Well, XSL 1.0 (which is the one that comes for free with Solr/java)
doesn't handle dates and times at all. XSL 2.0 handles it well enough,
but it's only supported through a GPL jar, which we can't distribute.

It's more than string processing, anyway. I would want to convert the
Solr Time 2007-03-15T00:41:5:2Z to March 15th, 2007 in a web app.
I'd also like to say 'Posted 3 days ago. In my vision of things, that
work is done on Solr's side. (The former case with a strftime type
formatter in solrconfig, the latter by having strftime return the day
number this year.)







--
http://variogr.am/
[EMAIL PROTECTED]





Re: dates times

2007-05-10 Thread Chris Hostetter

: It's more than string processing, anyway. I would want to convert the
: Solr Time 2007-03-15T00:41:5:2Z to March 15th, 2007 in a web app.
: I'd also like to say 'Posted 3 days ago. In my vision of things,
: that work is done on Solr's side. (The former case with a strftime
: type formatter in solrconfig, the latter by having strftime return
: the day number this year.)

One of the early architecture/design principles of the Solr search
APIs was compute secondary info about a result if it's more
efficient or easier to compute in Solr then it would be for a client to do
it -- DocSet caches, facet counts, and sorting/pagination being
great examples of things where Solr can do less work to get the same
info out of raw data then a client app would because of it's low level
access to the data, and becuase of how much data would need to go over the
wire for the client to do the same computation. ... that's largely just a
lit bit of historic trivial however, Solr has a lot of features now which
might not hold up to the yard stick, but i mention it only to clarify one
of hte reasons Solr didnt' have more 'configurable date formatting to
start with.

it has been on the TaskList since the start of incubation however...
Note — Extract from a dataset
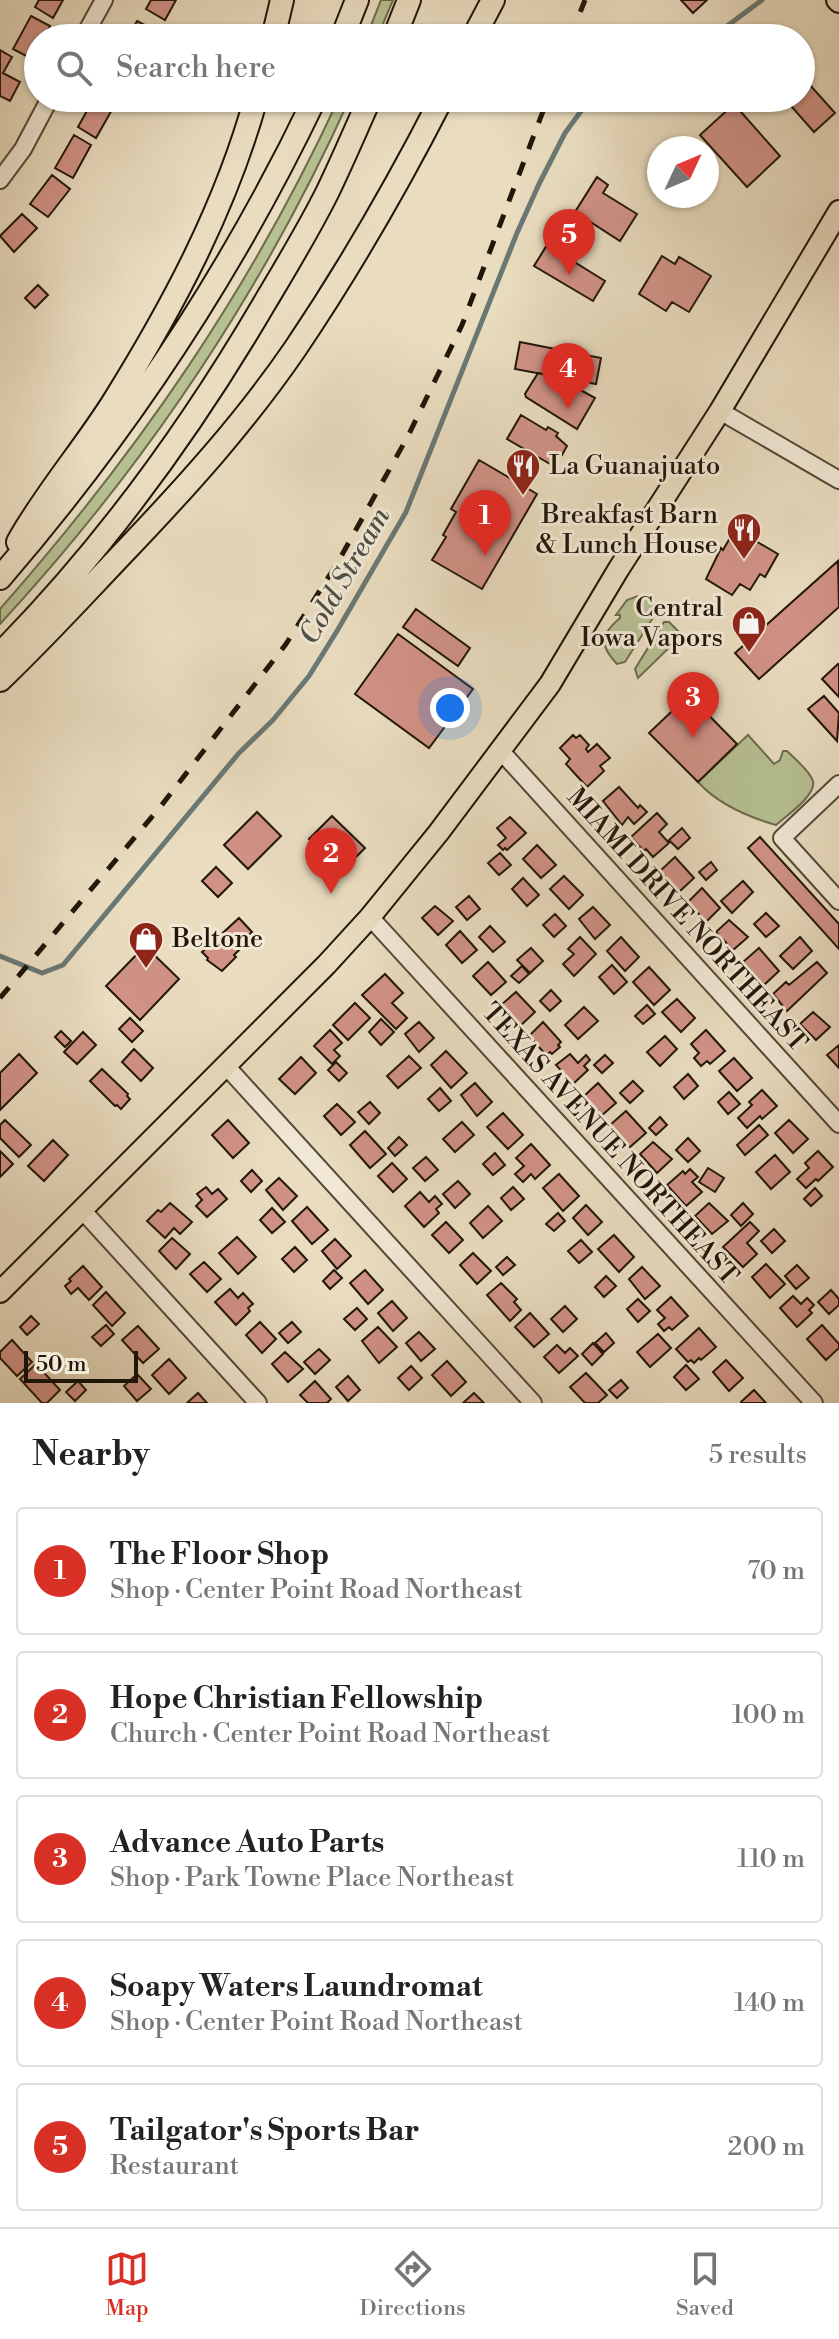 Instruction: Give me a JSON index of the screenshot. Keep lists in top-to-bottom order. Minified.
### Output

  * a DateTime field (or Query Parser extension) that allows flexible
input for easier human entered queries
  * allow alternate format for date output to ease client creation of
date objects?

One of hte reasons i dont' think anyone has tackled them yet is because
it's hard to get a holistic view of a solution, because there are really
several loosely related problems with date formatting issues:

The first is a discusion of the internal format and what resolution the
dates are stored at in the index itself.  if you *know* that you never
plan on querying with anything more fine grained then day resolution,
storing your dates with only day resolution can make your index a lot
smaller (and make date searches a lot faster).  with the current DateField
the same performance benefits can be achieved by rounding your dates
before indexing them, but if we were to make it a config option on
DateField itself to automaticly round, we would need to take this info
into account when parsing updates -- should the client be exepcted to know
what precision each date field uses?  do they send dates expressed using
the internal format, or as fully qualified times?  is it an
error/warning to attempt to index more datetime precision then a field
supports?

The second is a discussion of external format (which seems to be what
you are mostly discussing)  the most trivial way to address this would be
options on the ResponseWriters that allow them to be configured with
DateFormater Strings they would use to process any date they return .. but
that raises questions about the QueryParsing aspect as well ... should
date formating be a property of the response, or a property of the
request, such that both input and output formats are identicle?

Third is how the discussions of the internal format and the external
format shouldn't be treated completely indepndent.  it's tempting to say
that there will be a clean abstraction between the two, that all client
interaction will be done using configured external formater(s) to create
internal java Date objects, which will then be translated back to Strings
by an internal formater for the purpose of indexing (and querying) but
what happens when a query expresses a date range too precise for the
granularity expressed by the internal format? do we match
nothing/everything? ... what if the indexed granularity is *more* recised
then the uery graunlarity .. how do we know if a range query between March
6, 2007 and May 10, 2007 on a field that stores millisencond granularity
is suppose to go from the first millisecond of each day or the last?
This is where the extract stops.